_WHAT IS REQUIRED_. Please print each entry below exactly as it stands, but without any pictures.

Start of DATA EXCERPTS

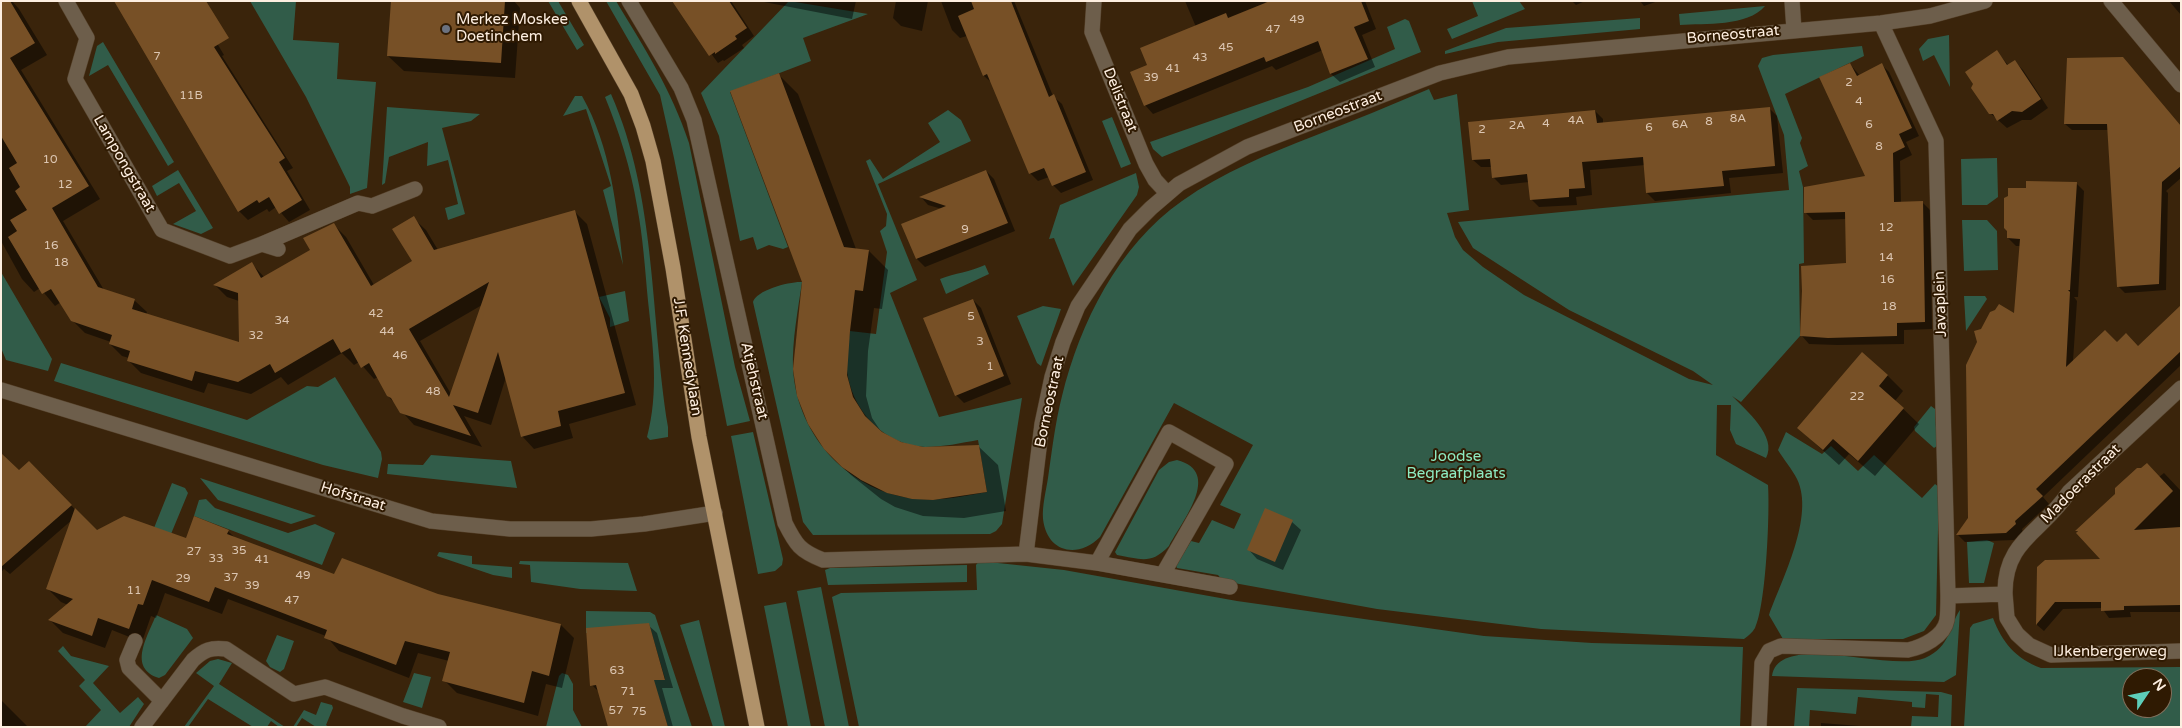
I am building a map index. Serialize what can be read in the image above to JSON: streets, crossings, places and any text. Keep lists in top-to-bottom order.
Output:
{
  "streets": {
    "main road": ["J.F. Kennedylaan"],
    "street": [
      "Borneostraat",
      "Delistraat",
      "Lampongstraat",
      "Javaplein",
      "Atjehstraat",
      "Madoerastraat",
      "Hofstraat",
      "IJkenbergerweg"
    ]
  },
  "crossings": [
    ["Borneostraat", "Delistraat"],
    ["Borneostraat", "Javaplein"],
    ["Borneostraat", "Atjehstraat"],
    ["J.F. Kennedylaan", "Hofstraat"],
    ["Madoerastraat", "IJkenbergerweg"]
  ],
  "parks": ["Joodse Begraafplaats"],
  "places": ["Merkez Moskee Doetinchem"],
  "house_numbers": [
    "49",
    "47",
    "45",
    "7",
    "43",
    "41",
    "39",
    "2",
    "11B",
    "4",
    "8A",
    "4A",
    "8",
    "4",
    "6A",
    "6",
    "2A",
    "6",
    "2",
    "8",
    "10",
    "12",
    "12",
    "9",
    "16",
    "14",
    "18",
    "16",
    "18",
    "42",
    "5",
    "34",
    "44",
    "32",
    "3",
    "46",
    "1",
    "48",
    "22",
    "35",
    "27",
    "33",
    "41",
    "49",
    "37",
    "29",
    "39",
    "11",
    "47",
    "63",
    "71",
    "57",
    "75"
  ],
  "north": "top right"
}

End of DATA EXCERPTS

_RESULT OF THIS EXERCISE_.
I am building a map index. Serialize what can be read in the image above to JSON: streets, crossings, places and any text. Keep lists in top-to-bottom order.
Output:
{
  "streets": {
    "main road": ["J.F. Kennedylaan"],
    "street": [
      "Borneostraat",
      "Delistraat",
      "Lampongstraat",
      "Javaplein",
      "Atjehstraat",
      "Madoerastraat",
      "Hofstraat",
      "IJkenbergerweg"
    ]
  },
  "crossings": [
    ["Borneostraat", "Delistraat"],
    ["Borneostraat", "Javaplein"],
    ["Borneostraat", "Atjehstraat"],
    ["J.F. Kennedylaan", "Hofstraat"],
    ["Madoerastraat", "IJkenbergerweg"]
  ],
  "parks": ["Joodse Begraafplaats"],
  "places": ["Merkez Moskee Doetinchem"],
  "house_numbers": [
    "49",
    "47",
    "45",
    "7",
    "43",
    "41",
    "39",
    "2",
    "11B",
    "4",
    "8A",
    "4A",
    "8",
    "4",
    "6A",
    "6",
    "2A",
    "6",
    "2",
    "8",
    "10",
    "12",
    "12",
    "9",
    "16",
    "14",
    "18",
    "16",
    "18",
    "42",
    "5",
    "34",
    "44",
    "32",
    "3",
    "46",
    "1",
    "48",
    "22",
    "35",
    "27",
    "33",
    "41",
    "49",
    "37",
    "29",
    "39",
    "11",
    "47",
    "63",
    "71",
    "57",
    "75"
  ],
  "north": "top right"
}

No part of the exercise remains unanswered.